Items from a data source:

--- --- ---

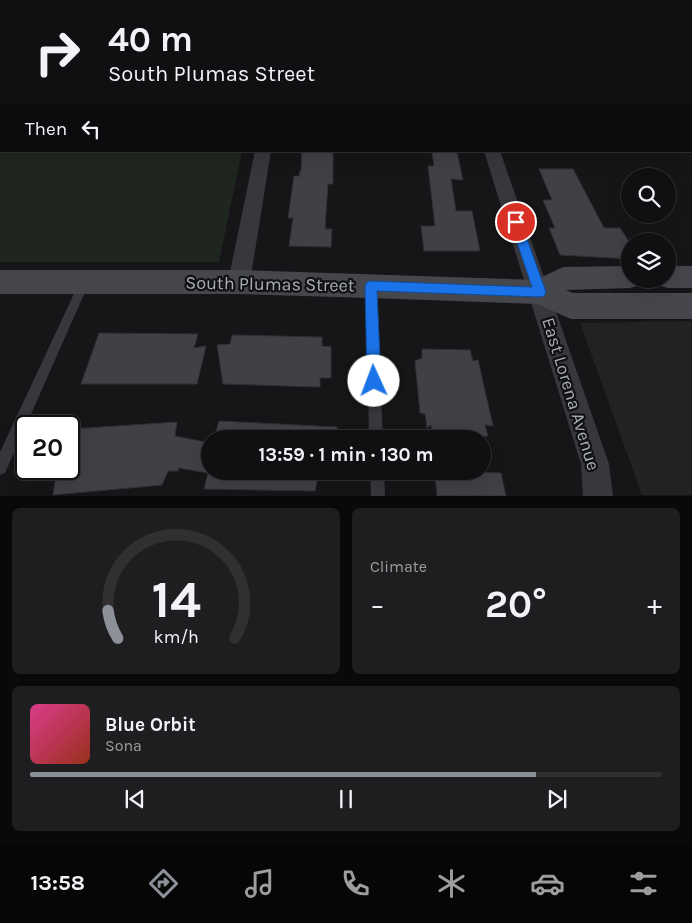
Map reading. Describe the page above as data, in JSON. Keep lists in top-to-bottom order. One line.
{"streets":{"street":["South Plumas Street","East Lorena Avenue"]},"crossings":[["South Plumas Street","East Lorena Avenue"]],"page":{"turn":["40 m","South Plumas Street"],"then":"Then","limit":"20","trip":"13:59 · 1 min · 130 m","tile":"Climate","heat":["−","20°","+"],"song":["Blue Orbit","Sona"],"tabs":"13:58","gauge":["14","km/h"]}}
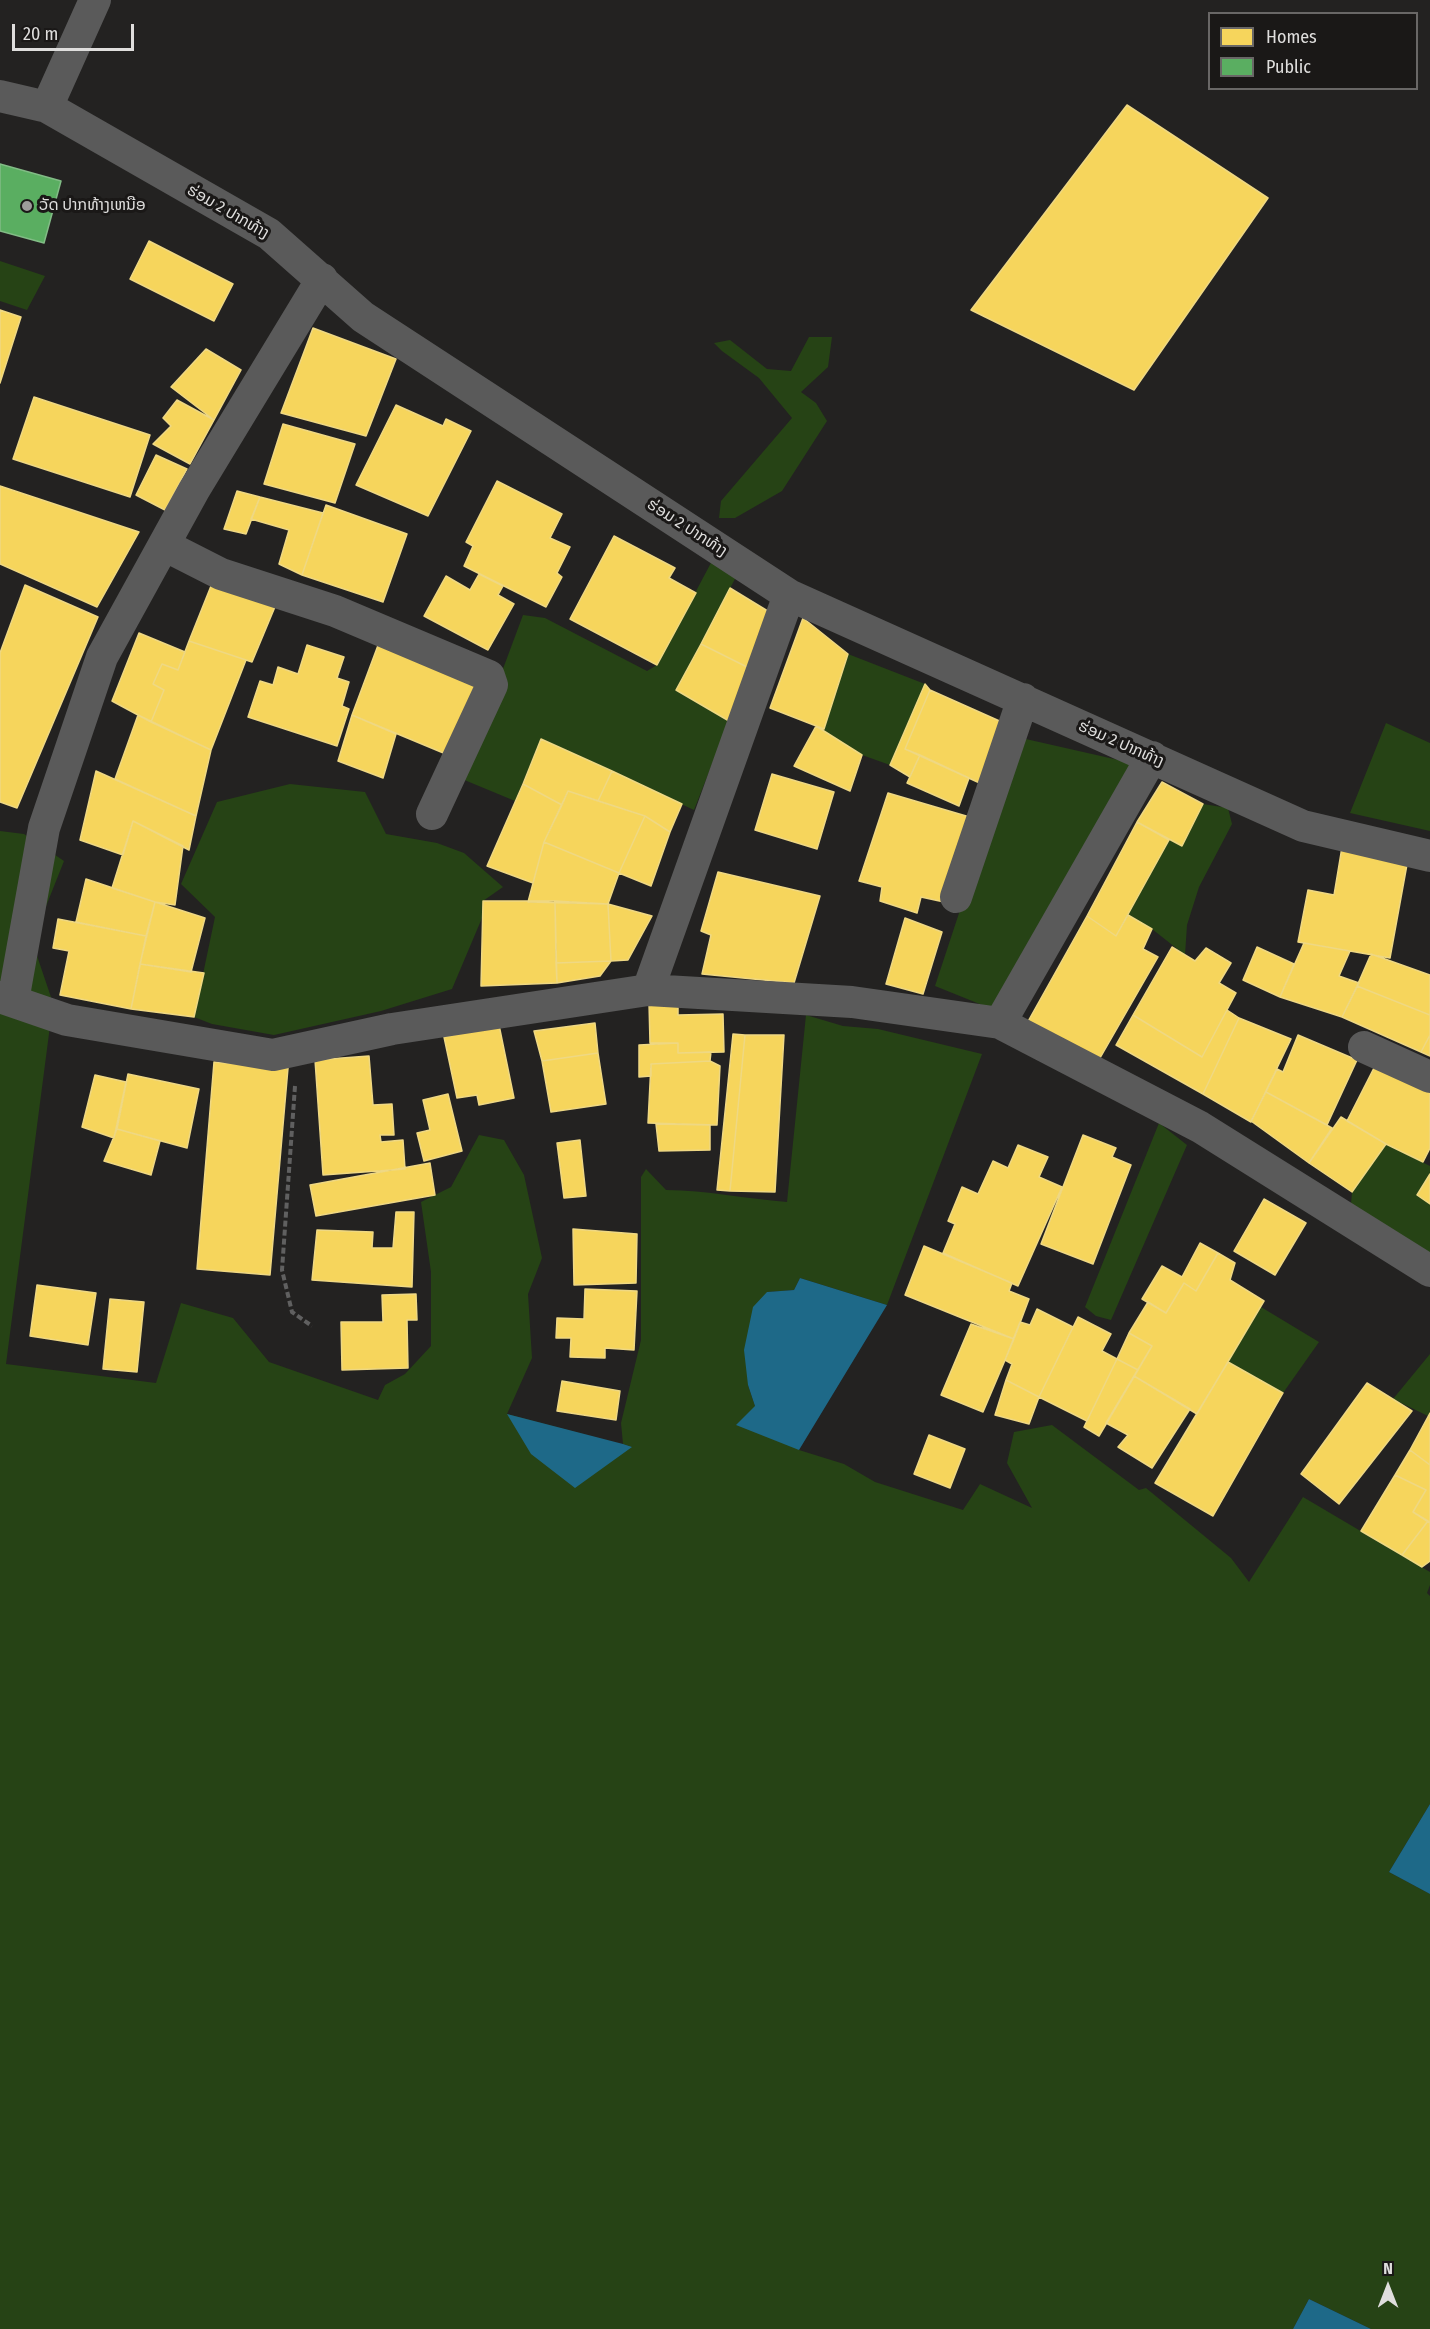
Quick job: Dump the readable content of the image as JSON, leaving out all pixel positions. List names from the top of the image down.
{
  "streets": {
    "street": ["ຮ່ອມ 2 ປາກທ້າງ"]
  },
  "places": ["ວັດ ປາກທ້າງເຫນືອ"],
  "legend": ["Homes", "Public"],
  "scale_bar": "20 m",
  "north": "top"
}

--- --- ---

### [What the task requires]
All of the entries above are to be transcribed word for word, with no pictures included.

### [Written response]
Map reading. Describe the page above as data, in JSON. Keep lists in top-to-bottom order. One line.
{"streets":{"street":["South Plumas Street","East Lorena Avenue"]},"crossings":[["South Plumas Street","East Lorena Avenue"]],"page":{"turn":["40 m","South Plumas Street"],"then":"Then","limit":"20","trip":"13:59 · 1 min · 130 m","tile":"Climate","heat":["−","20°","+"],"song":["Blue Orbit","Sona"],"tabs":"13:58","gauge":["14","km/h"]}}
Quick job: Dump the readable content of the image as JSON, leaving out all pixel positions. List names from the top of the image down.
{
  "streets": {
    "street": ["ຮ່ອມ 2 ປາກທ້າງ"]
  },
  "places": ["ວັດ ປາກທ້າງເຫນືອ"],
  "legend": ["Homes", "Public"],
  "scale_bar": "20 m",
  "north": "top"
}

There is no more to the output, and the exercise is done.